The answer is - the Task and Finish Group set up by Boston Borough Council to investigate the running of the Boston Improvement District and determine whether or not it was doing its job properly.
Regular readers will recall that there were many complaints by business owners forced into membership of Boston BID. Not only that, but they were powerless to change things because of a so-called “golden vote” that gave Lincolnshire Chamber of Commerce (which really, like so many organisations with “Lincolnshire” in the title, is a Lincoln-centric organisation) the power to run the show because it outvoted the combined votes of all the members.
Boston BID is a snail in the market garden of business. It moves slowly, eats more than its weight over time, and produces nothing worth selling.
Despite the best efforts of the people at the helm, we eventually reached the point where criticism of the BID became so overwhelming that the Task and Finish Group was set up.
However, to call its findings disappointing would be an exaggeration.
The BID has already been on the go for 18 months with little to show for it.
Its five main aims are: to create an impression that makes people feel safe and secure in the town; to make it clean and attractive; to improve the perception and image of the town centre and bring “PRIDE” (doubtless an acronym that has not been explained) back to the local community; to improve accessibility and be “parking friendly”; be a voice for business support, to promote a strong and active network amongst the business community and to represent them on local issues; and to deliver matched funding.
You may be struggling to find much by way of examples from this list of what has been achieved to date – the BID’s main claim is the employment of the Town Rangers … but they have many critics, and their value for money is uncertain.
You might think that the BID has been given time enough – but the Task and Finish group is minded to be lenient, and give them even more.
The group makes five recommendations.
To improve communications – the BID has been given six months to achieve this.
Reviewing the costs of a BID manager – currently £30,000 a year of the £125,000 the BID demands of its members. One idea is to share the post with another organisation. Again, the timescale for this is six months.
Opening BID board meetings to members with a slot for them to ask questions and make. This should be done immediately … steady the Buffs.

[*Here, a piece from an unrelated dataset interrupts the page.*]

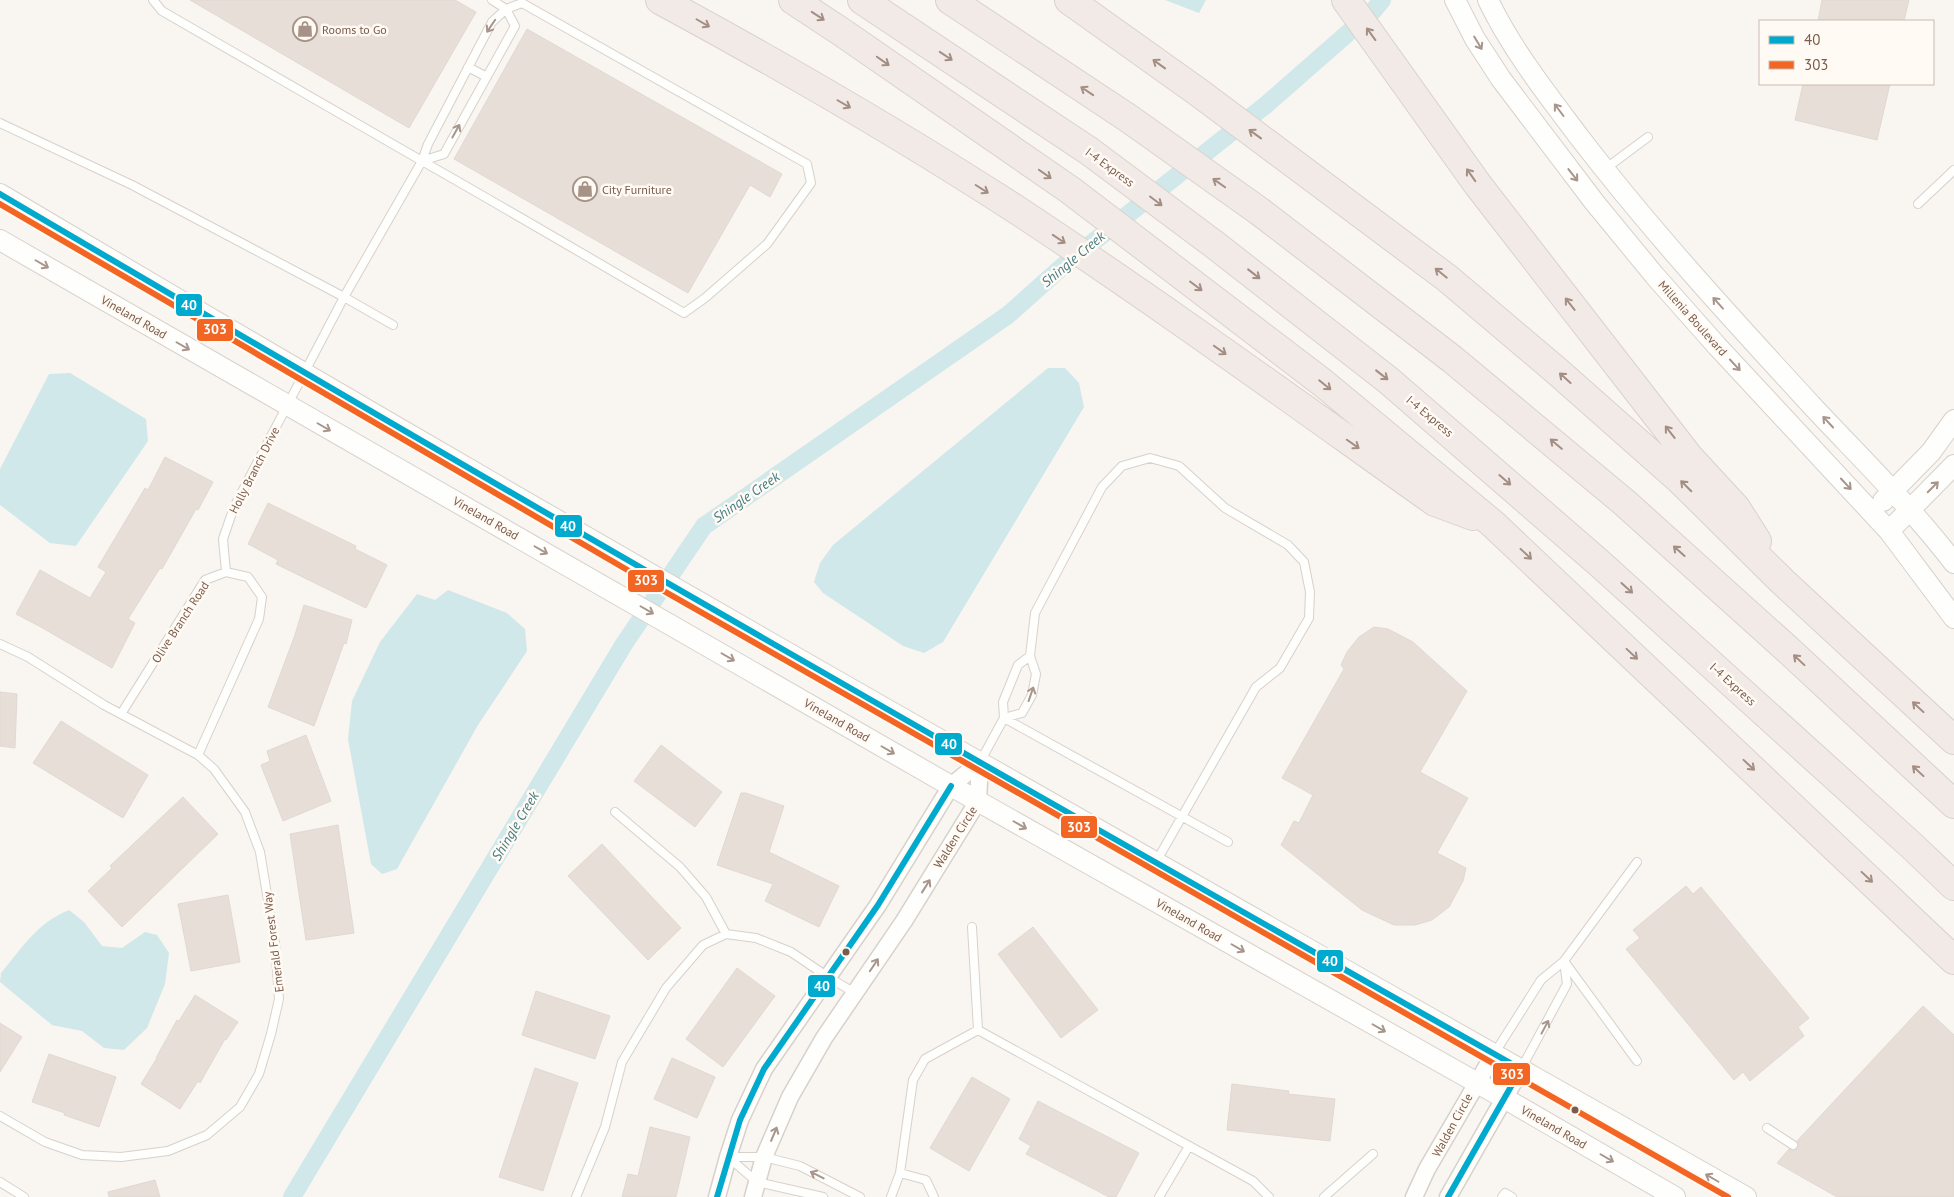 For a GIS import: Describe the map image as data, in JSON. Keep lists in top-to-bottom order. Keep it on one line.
{"streets":{"highway":["I-4 Express"],"street":["Vineland Road","Millenia Boulevard","Walden Circle"],"lane":["Holly Branch Drive","Olive Branch Road","Emerald Forest Way"]},"crossings":[["Vineland Road","Holly Branch Drive"],["Vineland Road","Walden Circle"],["Holly Branch Drive","Olive Branch Road"],["Olive Branch Road","Emerald Forest Way"]],"water":["Shingle Creek"],"places":{"shop":["Rooms to Go","City Furniture"]},"lines":["transit line 40","transit line 303"],"legend":["40","303"]}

Recruiting volunteers from partnerships including UPW and NSL (more unexplained acronyms) to provide support in cleaning town areas and maintaining green areas. Another six month job, this.
And finally …. that a report on the progress of the BID be bought back to the committee in spring next year, to allow members to monitor the recommendations tendered by the group.
What it boils down to is – as Paul Daniels might say – “not a lot.”
After three months of meetings, a handful of lightweight recommendations have been made which allow the BID to trundle complacently on exacting money from unwilling donors and dragging them through the courts if they refuse to pay.
Where is the Task?
Where is the Finish?
But the time the matter is next discussed, the BID will be half way through its five-year term, and we are almost certain that the great and the good will then decide that it’s not worth doing anything else and just let it sail serenely and pointlessly on.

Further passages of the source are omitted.